[Opening DATA LISTING section]

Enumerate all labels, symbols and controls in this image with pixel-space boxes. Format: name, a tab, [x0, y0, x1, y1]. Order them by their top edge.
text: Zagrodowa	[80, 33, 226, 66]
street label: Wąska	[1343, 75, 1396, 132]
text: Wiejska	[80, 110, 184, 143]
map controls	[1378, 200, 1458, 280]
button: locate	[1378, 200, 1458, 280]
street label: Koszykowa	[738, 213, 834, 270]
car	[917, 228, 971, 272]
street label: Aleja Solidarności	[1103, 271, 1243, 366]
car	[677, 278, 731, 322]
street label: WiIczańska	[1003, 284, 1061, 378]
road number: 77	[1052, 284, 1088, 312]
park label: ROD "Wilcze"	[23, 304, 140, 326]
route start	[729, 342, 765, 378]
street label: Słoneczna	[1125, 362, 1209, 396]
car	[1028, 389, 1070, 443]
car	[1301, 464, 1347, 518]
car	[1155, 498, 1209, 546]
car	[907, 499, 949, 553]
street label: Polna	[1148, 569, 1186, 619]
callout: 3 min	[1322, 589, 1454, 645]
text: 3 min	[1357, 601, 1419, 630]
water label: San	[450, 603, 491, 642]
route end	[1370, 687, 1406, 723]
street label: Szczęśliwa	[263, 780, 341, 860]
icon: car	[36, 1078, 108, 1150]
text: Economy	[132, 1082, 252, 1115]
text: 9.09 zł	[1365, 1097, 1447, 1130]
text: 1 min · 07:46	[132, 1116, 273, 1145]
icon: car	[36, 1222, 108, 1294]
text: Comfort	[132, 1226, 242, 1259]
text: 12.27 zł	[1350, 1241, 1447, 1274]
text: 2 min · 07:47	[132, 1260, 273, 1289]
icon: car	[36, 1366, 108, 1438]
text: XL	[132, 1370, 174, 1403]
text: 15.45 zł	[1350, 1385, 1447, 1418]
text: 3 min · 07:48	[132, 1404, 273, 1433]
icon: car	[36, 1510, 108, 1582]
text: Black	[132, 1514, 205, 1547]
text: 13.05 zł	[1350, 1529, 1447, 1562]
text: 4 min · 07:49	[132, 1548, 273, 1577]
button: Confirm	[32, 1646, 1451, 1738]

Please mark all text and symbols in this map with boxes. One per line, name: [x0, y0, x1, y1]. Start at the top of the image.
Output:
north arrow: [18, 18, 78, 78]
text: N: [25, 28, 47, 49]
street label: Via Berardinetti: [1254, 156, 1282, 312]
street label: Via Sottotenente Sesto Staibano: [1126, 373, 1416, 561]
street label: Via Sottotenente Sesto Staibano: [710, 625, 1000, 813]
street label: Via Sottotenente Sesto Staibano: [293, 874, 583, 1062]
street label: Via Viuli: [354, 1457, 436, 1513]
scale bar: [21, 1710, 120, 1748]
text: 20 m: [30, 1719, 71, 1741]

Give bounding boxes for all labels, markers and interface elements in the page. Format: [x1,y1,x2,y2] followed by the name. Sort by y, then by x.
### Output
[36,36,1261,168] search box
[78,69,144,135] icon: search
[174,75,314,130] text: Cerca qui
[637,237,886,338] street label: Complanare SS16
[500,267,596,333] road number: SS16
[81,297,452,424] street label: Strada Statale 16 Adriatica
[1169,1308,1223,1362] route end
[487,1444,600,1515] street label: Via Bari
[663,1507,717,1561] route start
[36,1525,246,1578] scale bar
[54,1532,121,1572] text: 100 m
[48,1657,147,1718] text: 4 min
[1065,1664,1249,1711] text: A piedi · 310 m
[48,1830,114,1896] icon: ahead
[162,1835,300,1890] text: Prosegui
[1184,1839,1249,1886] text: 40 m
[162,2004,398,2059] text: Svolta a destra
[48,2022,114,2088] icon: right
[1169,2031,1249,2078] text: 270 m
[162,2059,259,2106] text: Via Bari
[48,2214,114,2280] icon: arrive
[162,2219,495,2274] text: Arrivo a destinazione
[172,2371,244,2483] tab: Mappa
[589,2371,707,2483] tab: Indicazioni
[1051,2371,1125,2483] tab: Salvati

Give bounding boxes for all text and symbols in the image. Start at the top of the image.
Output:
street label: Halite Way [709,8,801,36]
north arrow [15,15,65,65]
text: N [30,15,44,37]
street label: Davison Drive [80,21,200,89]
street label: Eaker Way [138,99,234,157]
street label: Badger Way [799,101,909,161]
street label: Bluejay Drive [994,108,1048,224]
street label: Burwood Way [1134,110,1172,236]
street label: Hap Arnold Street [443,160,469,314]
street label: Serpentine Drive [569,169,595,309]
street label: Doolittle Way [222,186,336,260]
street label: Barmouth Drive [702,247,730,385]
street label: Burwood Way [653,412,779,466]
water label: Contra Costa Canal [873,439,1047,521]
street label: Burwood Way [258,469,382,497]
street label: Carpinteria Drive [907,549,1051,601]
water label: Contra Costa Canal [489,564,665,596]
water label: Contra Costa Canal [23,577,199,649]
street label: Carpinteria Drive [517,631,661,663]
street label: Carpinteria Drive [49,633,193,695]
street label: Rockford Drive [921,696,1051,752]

[Closing DATA LISTING section]

Nothing but the lines from the one with "Give bounding boxes for all text" through the last line of the data should appear; print them exactly.

Give bounding boxes for all text and symbols in the image. Start at the top of the image.
Output:
street label: Halite Way [709,8,801,36]
north arrow [15,15,65,65]
text: N [30,15,44,37]
street label: Davison Drive [80,21,200,89]
street label: Eaker Way [138,99,234,157]
street label: Badger Way [799,101,909,161]
street label: Bluejay Drive [994,108,1048,224]
street label: Burwood Way [1134,110,1172,236]
street label: Hap Arnold Street [443,160,469,314]
street label: Serpentine Drive [569,169,595,309]
street label: Doolittle Way [222,186,336,260]
street label: Barmouth Drive [702,247,730,385]
street label: Burwood Way [653,412,779,466]
water label: Contra Costa Canal [873,439,1047,521]
street label: Burwood Way [258,469,382,497]
street label: Carpinteria Drive [907,549,1051,601]
water label: Contra Costa Canal [489,564,665,596]
water label: Contra Costa Canal [23,577,199,649]
street label: Carpinteria Drive [517,631,661,663]
street label: Carpinteria Drive [49,633,193,695]
street label: Rockford Drive [921,696,1051,752]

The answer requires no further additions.